Rejecting Fear
Posted in: Blog by admin on July 29, 2011
Many of us sail through the days busily, hurriedly and unaware. We are unaware of the devastation that occurs in our world; we are unaware of the fragility of life; we are unaware of the pain that our neighbors are experiencing. And, thankfully, we are unaware, for could you imagine living life full of dread and fear? The truth is, we go about our business maybe happily or even numbly until something happens that opens our eyes to our vulnerability — something that smacks us in the face and leaves us with no other choice but to feel temporarily consumed with heartache and angst.

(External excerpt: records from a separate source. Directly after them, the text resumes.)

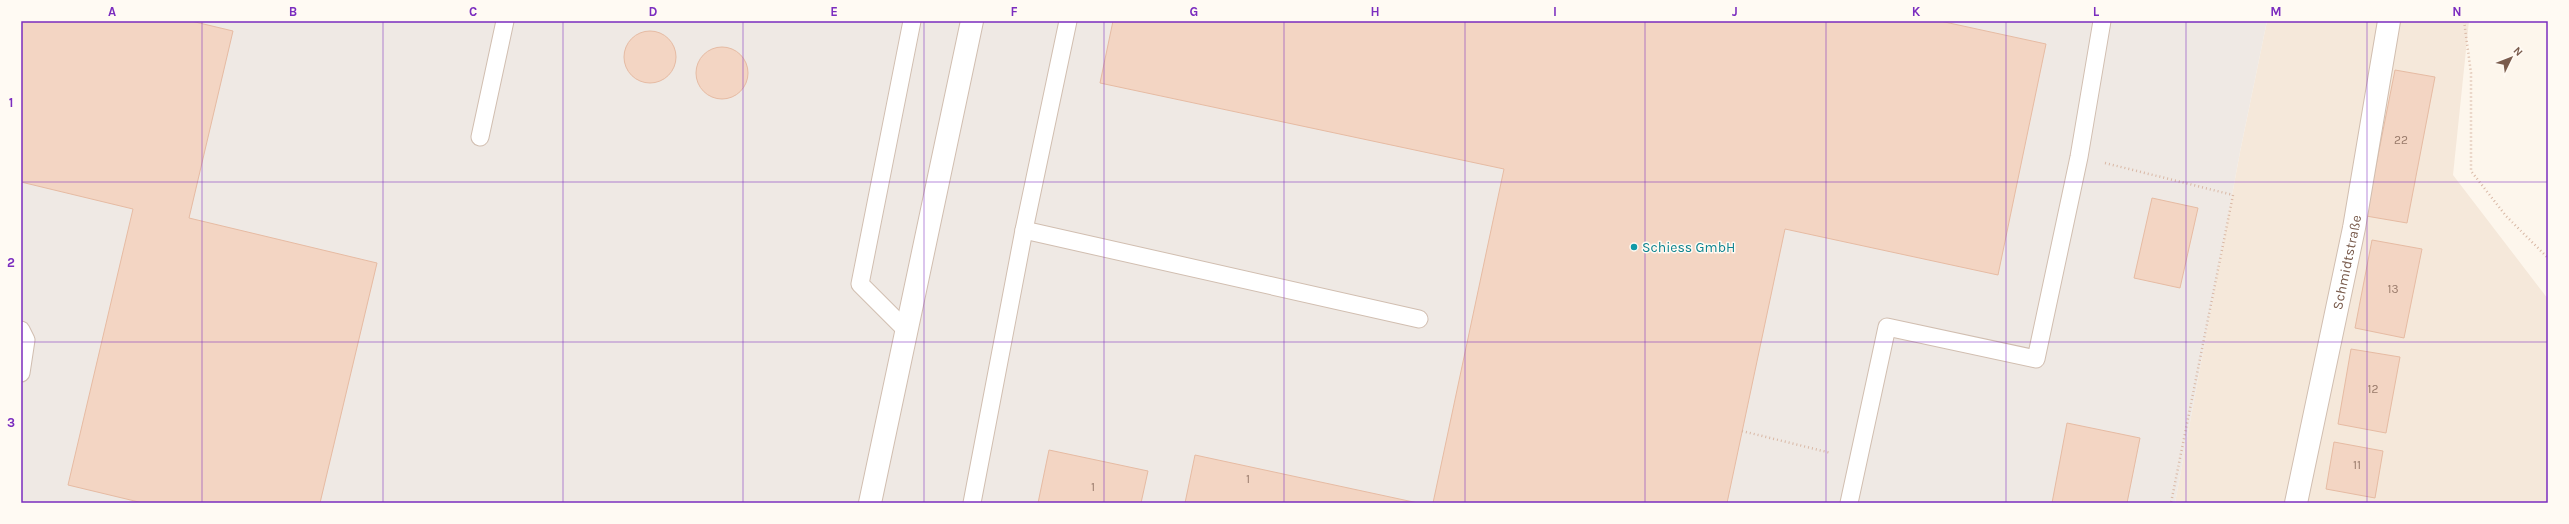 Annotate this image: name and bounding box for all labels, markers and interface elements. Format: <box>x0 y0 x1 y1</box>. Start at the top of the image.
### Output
text: A <box>108 4 116 19</box>
text: B <box>289 4 297 19</box>
text: C <box>469 4 477 19</box>
text: D <box>649 4 658 19</box>
text: E <box>830 4 838 19</box>
text: F <box>1010 4 1018 19</box>
text: G <box>1190 4 1198 19</box>
text: H <box>1370 4 1380 19</box>
text: I <box>1553 4 1557 19</box>
text: J <box>1732 4 1738 19</box>
text: K <box>1912 4 1921 19</box>
text: L <box>2093 4 2100 19</box>
text: M <box>2270 4 2282 19</box>
text: N <box>2452 4 2462 19</box>
north arrow <box>2491 38 2531 78</box>
text: N <box>2511 44 2525 59</box>
text: 1 <box>9 95 13 110</box>
house number: 22 <box>2394 133 2408 147</box>
street label: Schmidtstraße <box>2329 214 2365 311</box>
place label: Schiess GmbH <box>1642 239 1735 256</box>
marker: Schiess GmbH <box>1629 242 1639 252</box>
text: 2 <box>7 255 15 270</box>
house number: 13 <box>2387 282 2399 296</box>
house number: 12 <box>2368 382 2379 396</box>
text: 3 <box>7 415 15 430</box>
house number: 11 <box>2353 458 2361 472</box>
house number: 1 <box>1246 472 1250 486</box>
house number: 1 <box>1091 480 1095 494</box> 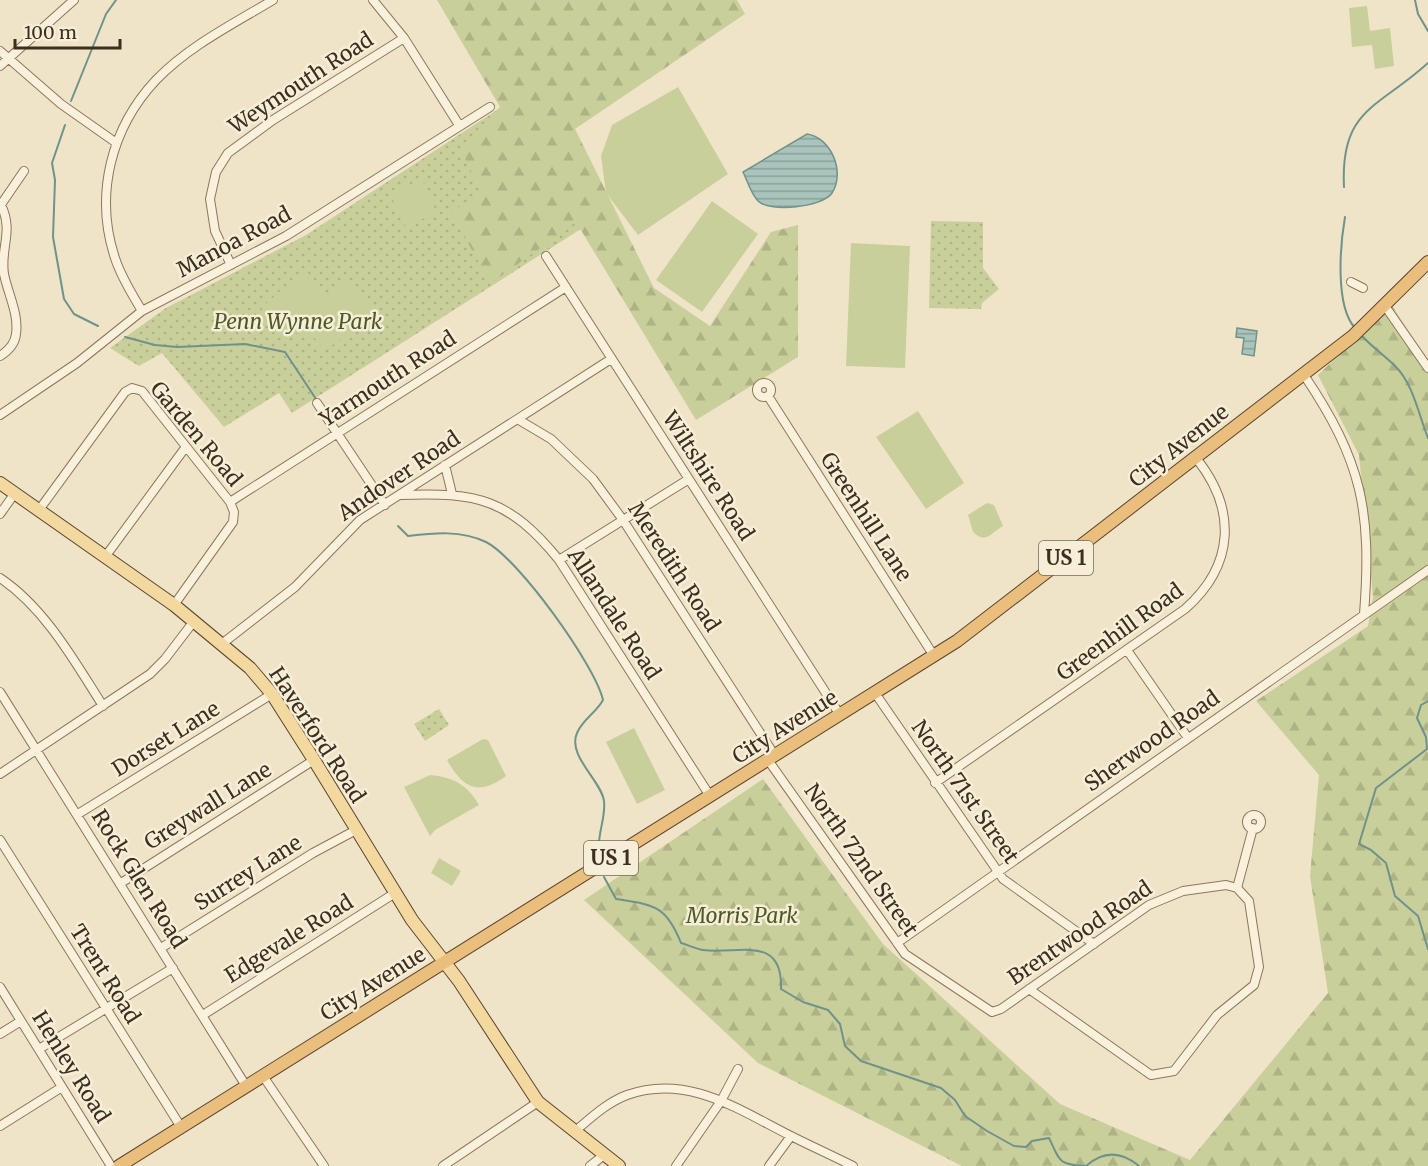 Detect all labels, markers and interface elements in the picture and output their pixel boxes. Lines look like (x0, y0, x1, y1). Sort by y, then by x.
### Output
scale bar (15, 12, 120, 50)
text: 100 m (24, 21, 77, 44)
street label: Weymouth Road (222, 26, 378, 140)
street label: Manoa Road (172, 200, 296, 283)
park label: Penn Wynne Park (214, 308, 383, 335)
street label: Yarmouth Road (314, 324, 461, 433)
street label: Garden Road (145, 376, 248, 492)
street label: City Avenue (1123, 398, 1234, 493)
street label: Wiltshire Road (656, 405, 760, 546)
street label: Andover Road (332, 425, 465, 527)
street label: Greenhill Lane (815, 447, 918, 586)
street label: Meredith Road (623, 497, 726, 637)
road number: US 1 (1039, 541, 1093, 575)
street label: Allandale Road (561, 542, 667, 685)
street label: Greenhill Road (1051, 577, 1188, 686)
street label: Haverford Road (263, 662, 372, 808)
street label: City Avenue (727, 684, 842, 770)
street label: Sherwood Road (1079, 684, 1225, 797)
street label: Dorset Lane (107, 695, 225, 782)
street label: North 71st Street (906, 715, 1025, 869)
street label: Greywall Lane (139, 756, 276, 855)
street label: North 72nd Street (799, 778, 924, 941)
street label: Rock Glen Road (86, 804, 193, 953)
street label: Surrey Lane (189, 829, 307, 916)
road number: US 1 (584, 841, 638, 875)
street label: Brentwood Road (1003, 874, 1157, 991)
street label: Edgevale Road (219, 888, 358, 989)
park label: Morris Park (685, 902, 798, 929)
street label: Trent Road (64, 919, 147, 1029)
street label: City Avenue (315, 941, 430, 1027)
street label: Henley Road (26, 1006, 117, 1128)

Last week, a boy drowned at a nearby overnight camp. It was a horrible accident, a devastating tragedy. And, it happened to occur at the camp where my daughter is currently a camper, and it is the camp that is run by a very close friend of mine. The whole Northshore has been weeping for the family; they have been wondering how this could happen; they have been worrying about their own campers who are currently at various camps across the country. But, the reality is, terrible accidents happen all of the time. Yes, they may leave your world forever altered. Or, in the case of this boy’s family, they may splash the canvas of your life with a bucket of black paint. It is devastating. It is terrifying. It is beyond upsetting. Yet the fact is: We are all susceptible to life’s unforeseen (and often unfair) twists and turns.
Many people have needed to talk about this tragedy. They’ve needed to cry. They’ve needed to express their fears. And, they’ve needed to be angry. The anger initially surprised me. Some wanted to immediately blame. They wanted to presume (before knowing any details) that someone made a bad decision or that, somehow, this was preventable. The hard-to-swallow truth: This could have happened to our son. This could have happened to our granddaughter. This could have happened at one in the afternoon. This could have happened at eight at night. This could have happened at our beach house in Lake Geneva. This could have happened at the pool in our own backyard.
And, that, I believe, is why the anger seeps in and overtakes some of us. Anger is easier to manage then fear. Anger is a proactive kind of feeling while fear is a reactive one. I realized, even though I was frustrated by some parents’ expressed anger, that it is their way of dealing; it is their way of responding to the news; it is their way to maybe even sleep more easily at night. Being angry and assigning blame alleviates us of the one feeling we all go to great lengths to avoid: vulnerability.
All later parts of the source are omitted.